Contorneamos los flancos de la colina y llegamos a un camino más ancho y mejor pavimentado. Wade dijo que su casa estaba a una milla de distancia sobre la mano derecha. Me dijo el número, que yo ya conocía. Para un tipo en su estado, era conversador bastante persistente.

– ¿Cuánto le pagará mi mujer?

– No discutimos el precio.

– Sea lo que fuere, nunca será bastante. Tengo con usted una deuda de gratitud. Usted hizo un gran trabajo, amigo mío. No merezco toda la molestia que se tomó por mi.

– Eso lo dice porque hoy anda con el ánimo medio decaído Wade se rió.

– ¿Sabe una cosa, Marlowe? Me parece que podría llegar a resultarme simpático. Usted tiene algo de raro… como yo.

Llegamos a la casa. Era un edificio de dos pisos, con techo de tejas, un pequeño pórtico con pilares y desde la entrada se extendía el césped hasta una hilera de tupidos arbustos que bordeaba la verja blanca. Había una luz prendida en el pórtico. Entré en el camino para autos y me detuve cerca del garaje.

– ¿Puede arreglarse sin ayuda?

– Por supuesto. -Wade bajó del coche. -¿No quiere entrar para tomar una copa o algo así?

– Esta noche no; gracias. Esperaré aquí hasta que lo vea entrar en la casa.

Se quedó parado, respirando con fuerza.

– Muy bien -dijo.

Se dio vuelta y empezó a caminar con cuidado por el camino de lajas que conducía a la puerta principal. Se apoyó contra uno de los pilares blancos por un instante; después abrió la puerta y entró en la casa.
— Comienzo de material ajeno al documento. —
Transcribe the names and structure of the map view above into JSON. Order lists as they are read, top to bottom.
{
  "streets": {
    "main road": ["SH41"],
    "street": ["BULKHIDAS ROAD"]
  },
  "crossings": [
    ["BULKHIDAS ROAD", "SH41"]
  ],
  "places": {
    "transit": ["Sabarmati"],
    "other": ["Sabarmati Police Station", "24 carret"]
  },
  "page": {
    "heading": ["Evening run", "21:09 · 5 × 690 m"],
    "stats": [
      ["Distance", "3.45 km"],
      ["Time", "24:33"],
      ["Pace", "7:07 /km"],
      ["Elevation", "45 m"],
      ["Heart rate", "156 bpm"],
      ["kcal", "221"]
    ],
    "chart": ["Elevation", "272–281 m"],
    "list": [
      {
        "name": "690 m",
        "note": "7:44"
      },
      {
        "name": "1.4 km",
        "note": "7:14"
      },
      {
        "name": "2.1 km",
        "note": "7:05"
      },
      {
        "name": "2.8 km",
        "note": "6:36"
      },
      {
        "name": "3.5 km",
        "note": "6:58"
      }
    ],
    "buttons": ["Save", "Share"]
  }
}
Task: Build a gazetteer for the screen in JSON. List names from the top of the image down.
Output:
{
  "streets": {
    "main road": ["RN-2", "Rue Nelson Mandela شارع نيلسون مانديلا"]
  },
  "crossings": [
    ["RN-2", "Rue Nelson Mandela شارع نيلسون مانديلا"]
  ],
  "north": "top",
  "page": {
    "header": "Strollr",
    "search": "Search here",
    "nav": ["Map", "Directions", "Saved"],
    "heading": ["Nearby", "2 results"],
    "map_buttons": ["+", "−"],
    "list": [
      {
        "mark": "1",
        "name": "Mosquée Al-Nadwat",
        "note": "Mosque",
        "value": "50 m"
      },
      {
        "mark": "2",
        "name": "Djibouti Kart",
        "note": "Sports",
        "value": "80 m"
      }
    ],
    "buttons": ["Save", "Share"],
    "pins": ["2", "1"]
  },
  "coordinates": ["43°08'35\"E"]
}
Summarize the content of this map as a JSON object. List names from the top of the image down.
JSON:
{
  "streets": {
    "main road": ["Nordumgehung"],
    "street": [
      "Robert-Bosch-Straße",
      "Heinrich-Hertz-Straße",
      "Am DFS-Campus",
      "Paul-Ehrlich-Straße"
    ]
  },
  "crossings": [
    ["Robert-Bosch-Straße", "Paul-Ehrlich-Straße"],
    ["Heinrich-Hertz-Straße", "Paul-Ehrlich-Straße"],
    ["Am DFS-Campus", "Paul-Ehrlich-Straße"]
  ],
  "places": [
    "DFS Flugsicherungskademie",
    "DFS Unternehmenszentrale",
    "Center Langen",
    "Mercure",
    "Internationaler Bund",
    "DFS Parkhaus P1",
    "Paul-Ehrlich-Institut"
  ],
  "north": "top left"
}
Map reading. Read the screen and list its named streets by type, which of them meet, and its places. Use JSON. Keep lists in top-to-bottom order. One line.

La puerta quedó abierta y la luz iluminó el césped. Hubo un súbito estallido de voces. Comencé a dar marchar atrás, iluminando el camino con el faro posterior. Sentí la voz de alguien que me llamaba.

Miré hacia la casa y vi a Eileen Wade, parada al lado de la puerta abierta. Continué retrocediendo y ella empezó a correr. Me vi obligado a detenerme. Apagué los faros y bajé del coche. Cuando ella se acercó, le dije:

– Debí haberla llamado, pero temí dejarlo solo.

– Hizo bien. ¿Le costó mucho trabajo?

– Bueno… un poco más que tocar el timbre de la puerta.

– Por favor, venga a casa y cuéntemelo todo.

– Me parece que tendría que acostar a su marido. Mañana estará como nuevo.

– Candy lo llevará a la cama -dijo ella-. Hoy no beberá, si es eso lo que usted está pensando.

– Nunca se me ocurrió pensar eso. Buenas noches, señora Wade.